# MNIST - Regression Models

We have already presented the MNIST dataset in this repository: "6. MNIST - An Unsupervised Approach.ipynb". A preliminary analysis of the dataset has been performed there, and won't be repeated here.

Now the problem will be solved by supervised means. After a dimensional reduction, we will use different regression/classification methods, and at the end present deep learning solutions to the problem.

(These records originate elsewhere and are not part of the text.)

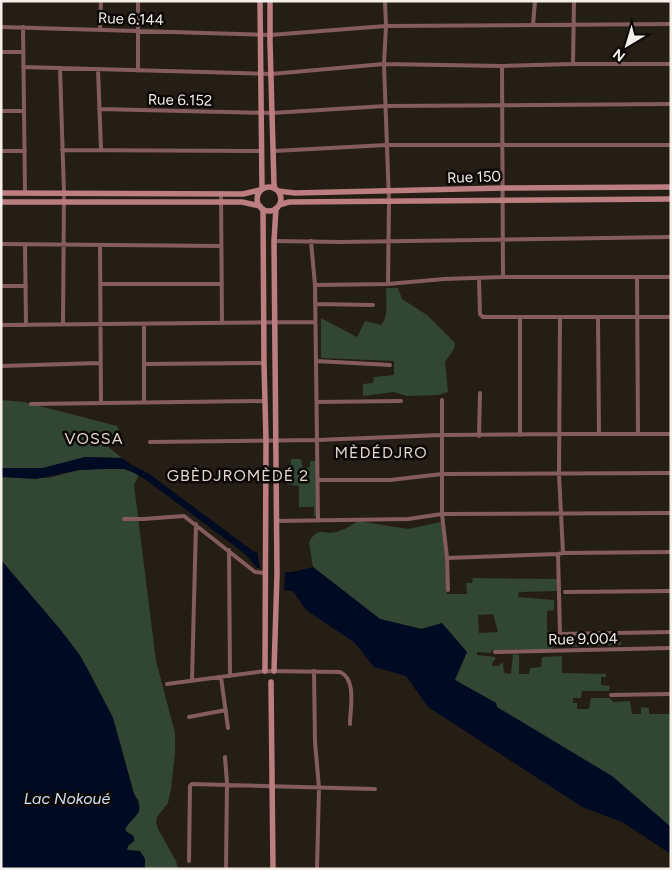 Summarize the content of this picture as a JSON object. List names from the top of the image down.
{
  "streets": {
    "main road": ["Rue 150"],
    "street": ["Rue 6.144", "Rue 6.152", "Rue 9.004"]
  },
  "districts": ["VOSSA", "MÈDÉDJRO", "GBÈDJROMÈDÉ 2"],
  "water": ["Lac Nokoué"],
  "north": "bottom left"
} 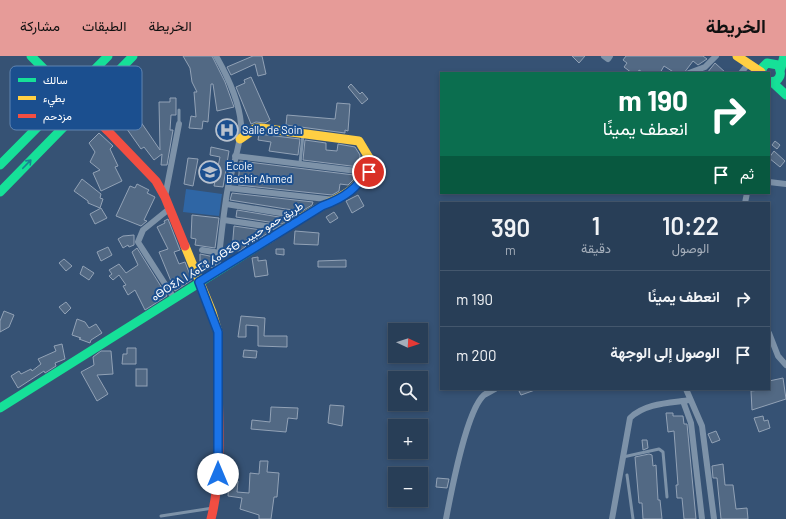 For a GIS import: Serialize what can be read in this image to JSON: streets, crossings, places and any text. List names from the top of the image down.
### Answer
{
  "streets": {
    "main road": ["ⴰⴱⵔⵉⴷ ⵏ ⵃⴰⵎⵓ ⵃⴰⴱⵉⴱ طريق حمو حبيب"]
  },
  "places": {
    "hospital": ["Salle de Soin"],
    "school or university": ["Ecole Bachir Ahmed"]
  },
  "legend": ["سالك", "بطيء", "مزدحم"],
  "north": "right",
  "page": {
    "header": "الخريطة",
    "nav": ["الخريطة", "الطبقات", "مشاركة"],
    "turn": ["190 m", "انعطف يمينًا"],
    "then": "ثم",
    "eta": [
      "10:22",
      "الوصول",
      "1",
      "دقيقة",
      "390",
      "m"
    ],
    "list": [
      {
        "name": "انعطف يمينًا",
        "value": "190 m"
      },
      {
        "name": "الوصول إلى الوجهة",
        "value": "200 m"
      }
    ],
    "map_buttons": ["+", "−"]
  }
} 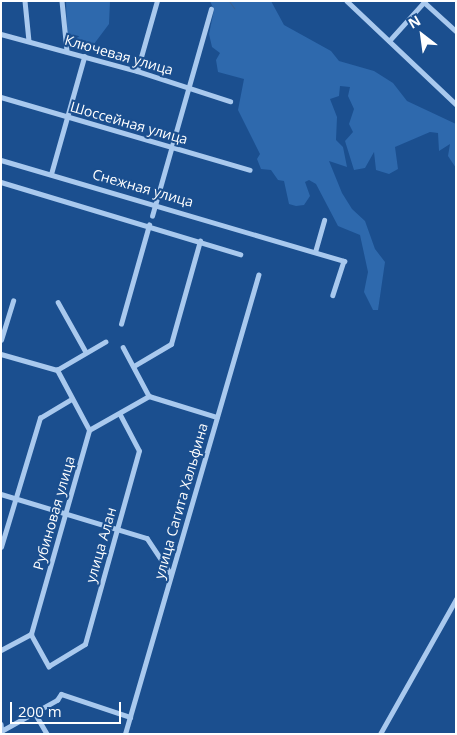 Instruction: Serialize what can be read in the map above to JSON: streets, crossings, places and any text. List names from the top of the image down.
{
  "streets": {
    "street": [
      "Ключевая улица",
      "Шоссейная улица",
      "Снежная улица",
      "улица Сагита Хальфина",
      "Рубиновая улица",
      "улица Алан"
    ]
  },
  "crossings": [
    ["Рубиновая улица", "улица Алан"]
  ],
  "scale_bar": "200 m",
  "north": "top left"
} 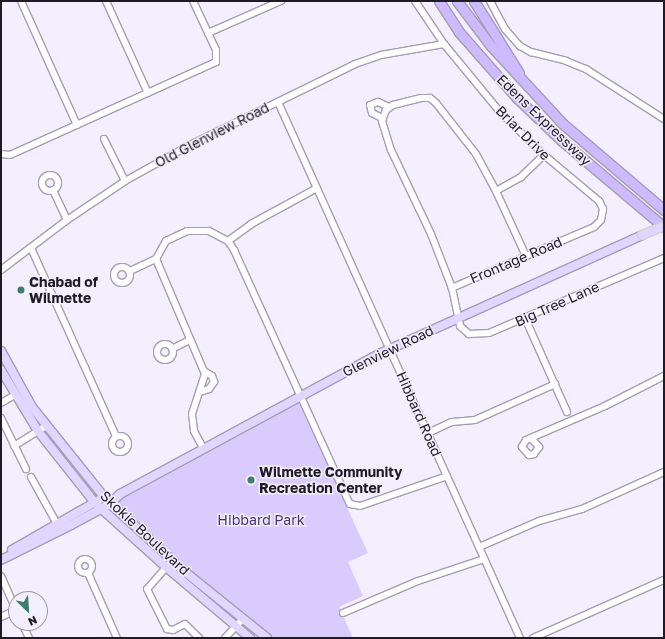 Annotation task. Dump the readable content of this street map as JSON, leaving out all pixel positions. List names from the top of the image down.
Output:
{
  "streets": {
    "highway": ["Edens Expressway"],
    "main road": ["Glenview Road", "Skokie Boulevard"],
    "street": [
      "Briar Drive",
      "Old Glenview Road",
      "Frontage Road",
      "Big Tree Lane",
      "Hibbard Road"
    ]
  },
  "crossings": [
    ["Edens Expressway", "Glenview Road"],
    ["Briar Drive", "Old Glenview Road"],
    ["Briar Drive", "Frontage Road"],
    ["Old Glenview Road", "Hibbard Road"],
    ["Frontage Road", "Big Tree Lane"],
    ["Frontage Road", "Glenview Road"],
    ["Big Tree Lane", "Glenview Road"],
    ["Glenview Road", "Hibbard Road"],
    ["Glenview Road", "Skokie Boulevard"]
  ],
  "parks": ["Hibbard Park"],
  "places": ["Chabad of Wilmette", "Wilmette Community Recreation Center"],
  "north": "bottom right"
} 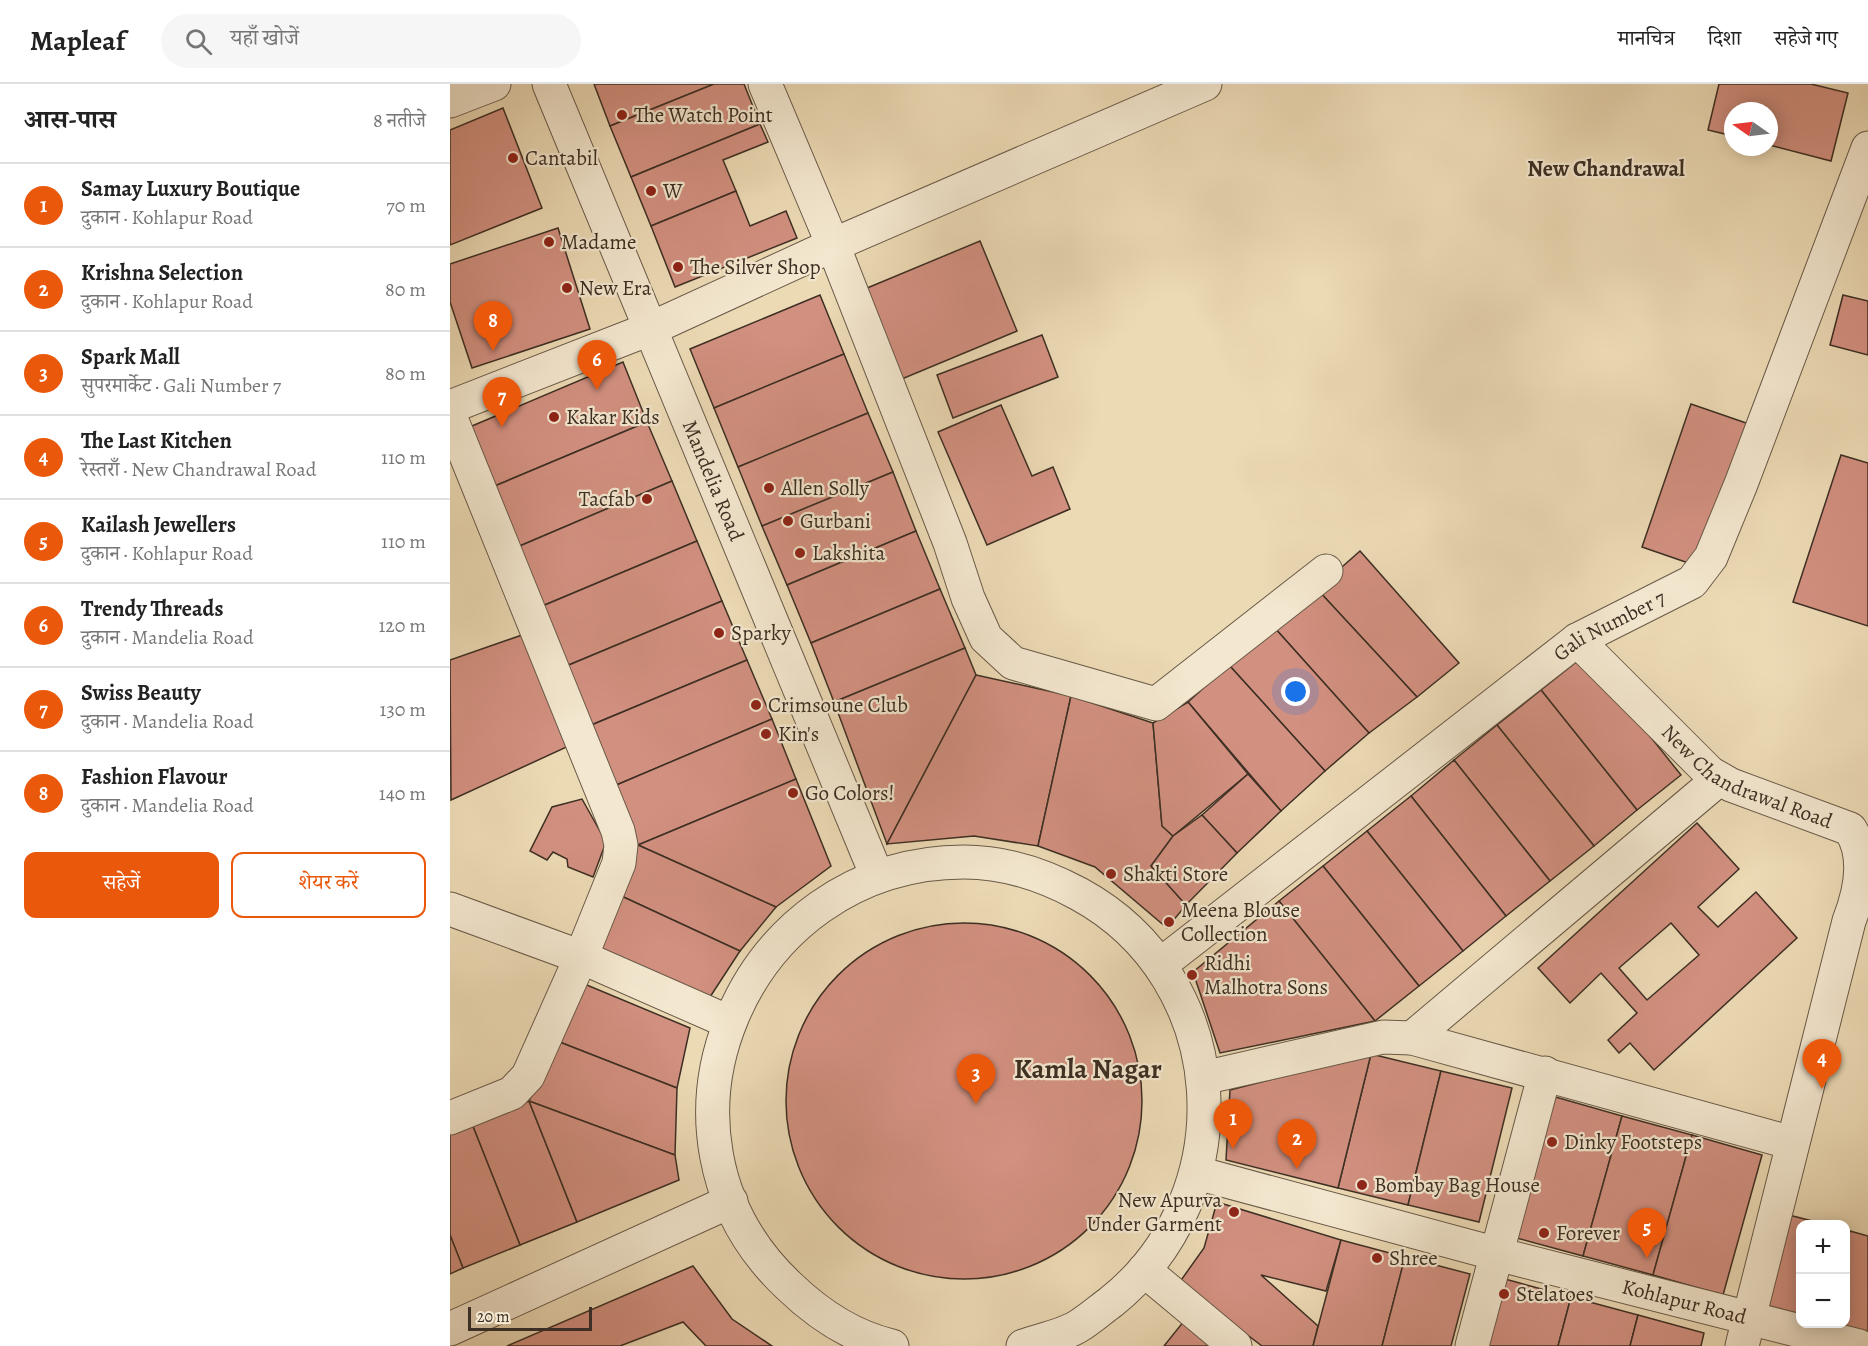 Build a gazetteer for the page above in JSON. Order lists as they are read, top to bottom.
{
  "streets": {
    "street": [
      "Mandelia Road",
      "Gali Number 7",
      "New Chandrawal Road",
      "Kohlapur Road"
    ]
  },
  "crossings": [
    ["Gali Number 7", "New Chandrawal Road"],
    ["New Chandrawal Road", "Kohlapur Road"]
  ],
  "districts": ["New Chandrawal", "Kamla Nagar"],
  "places": [
    "The Watch Point",
    "Cantabil",
    "W",
    "Madame",
    "The Silver Shop",
    "New Era",
    "Kakar Kids",
    "Allen Solly",
    "Tacfab",
    "Gurbani",
    "Lakshita",
    "Sparky",
    "Crimsoune Club",
    "Kin's",
    "Go Colors!",
    "Shakti Store",
    "Meena Blouse Collection",
    "Ridhi Malhotra Sons",
    "Dinky Footsteps",
    "Bombay Bag House",
    "New Apurva Under Garment",
    "Forever",
    "Shree",
    "Stelatoes"
  ],
  "scale_bar": "20 m",
  "north": "left",
  "page": {
    "header": "Mapleaf",
    "search": "यहाँ खोजें",
    "nav": ["मानचित्र", "दिशा", "सहेजे गए"],
    "heading": ["आस-पास", "8 नतीजे"],
    "list": [
      {
        "mark": "1",
        "name": "Samay Luxury Boutique",
        "note": "दुकान · Kohlapur Road",
        "value": "70 m"
      },
      {
        "mark": "2",
        "name": "Krishna Selection",
        "note": "दुकान · Kohlapur Road",
        "value": "80 m"
      },
      {
        "mark": "3",
        "name": "Spark Mall",
        "note": "सुपरमार्केट · Gali Number 7",
        "value": "80 m"
      },
      {
        "mark": "4",
        "name": "The Last Kitchen",
        "note": "रेस्तराँ · New Chandrawal Road",
        "value": "110 m"
      },
      {
        "mark": "5",
        "name": "Kailash Jewellers",
        "note": "दुकान · Kohlapur Road",
        "value": "110 m"
      },
      {
        "mark": "6",
        "name": "Trendy Threads",
        "note": "दुकान · Mandelia Road",
        "value": "120 m"
      },
      {
        "mark": "7",
        "name": "Swiss Beauty",
        "note": "दुकान · Mandelia Road",
        "value": "130 m"
      },
      {
        "mark": "8",
        "name": "Fashion Flavour",
        "note": "दुकान · Mandelia Road",
        "value": "140 m"
      }
    ],
    "pins": [
      "8",
      "6",
      "7",
      "4",
      "3",
      "1",
      "2",
      "5"
    ],
    "buttons": ["सहेजें", "शेयर करें"],
    "map_buttons": ["+", "−"],
    "scale": "20 m"
  }
}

[The dataset was obtained from Google Colab sample_data.]

## 0. Loading the Dataset

In [2]:
import numpy as np
import scipy as sc
import sklearn as sk
import pandas  as pd
import matplotlib.pyplot as plt
import seaborn as sb

from sklearn.decomposition import PCA
from sklearn.linear_model.logistic import LogisticRegression
from sklearn.model_selection import train_test_split
from sklearn import linear_model
from sklearn.model_selection import train_test_split
from sklearn.preprocessing import PolynomialFeatures

from sklearn.datasets import load_digits

mnist = pd.read_csv('C:/Users/Multivac/mnist_train_small.csv', header=None)
mnist = np.array(mnist)
print('The shape of the dataset is:',mnist.shape)
print()
print(mnist)

X = mnist[:,1:]
Y = mnist[:,0]

The shape of the dataset is: (20000, 785)

[[6 0 0 ... 0 0 0]
 [5 0 0 ... 0 0 0]
 [7 0 0 ... 0 0 0]
 ...
 [2 0 0 ... 0 0 0]
 [9 0 0 ... 0 0 0]
 [5 0 0 ... 0 0 0]]


## 1. Dimensional Reduction: PCA

In [41]:
x=X
ipca = PCA(n_components=0.5)
ipca.fit(x)
xt = ipca.transform(x)

print(xt.shape)

(20000, 11)


## 2. Solutions of the Problem: Regression Models

### 2.1 Linear Regression

In [0]:
acclist = []
iterations=100

for i in range(iterations):
    X_train, X_test, Y_train, Y_test = train_test_split(xt,Y, test_size=0.3)
    regr_lineal = linear_model.LinearRegression()
    regr_lineal.fit(X_train, Y_train)#[:, np.newaxis])
    Ypred = regr_lineal.predict(X_test)
    acc = np.sum(np.round(Ypred) == Y_test)/len(Y_test)
    acclist.append(acc)

print('Mean accuracy of Linear Regression after',iterations,'iterations =', round(np.mean(acclist)*100,2),'%')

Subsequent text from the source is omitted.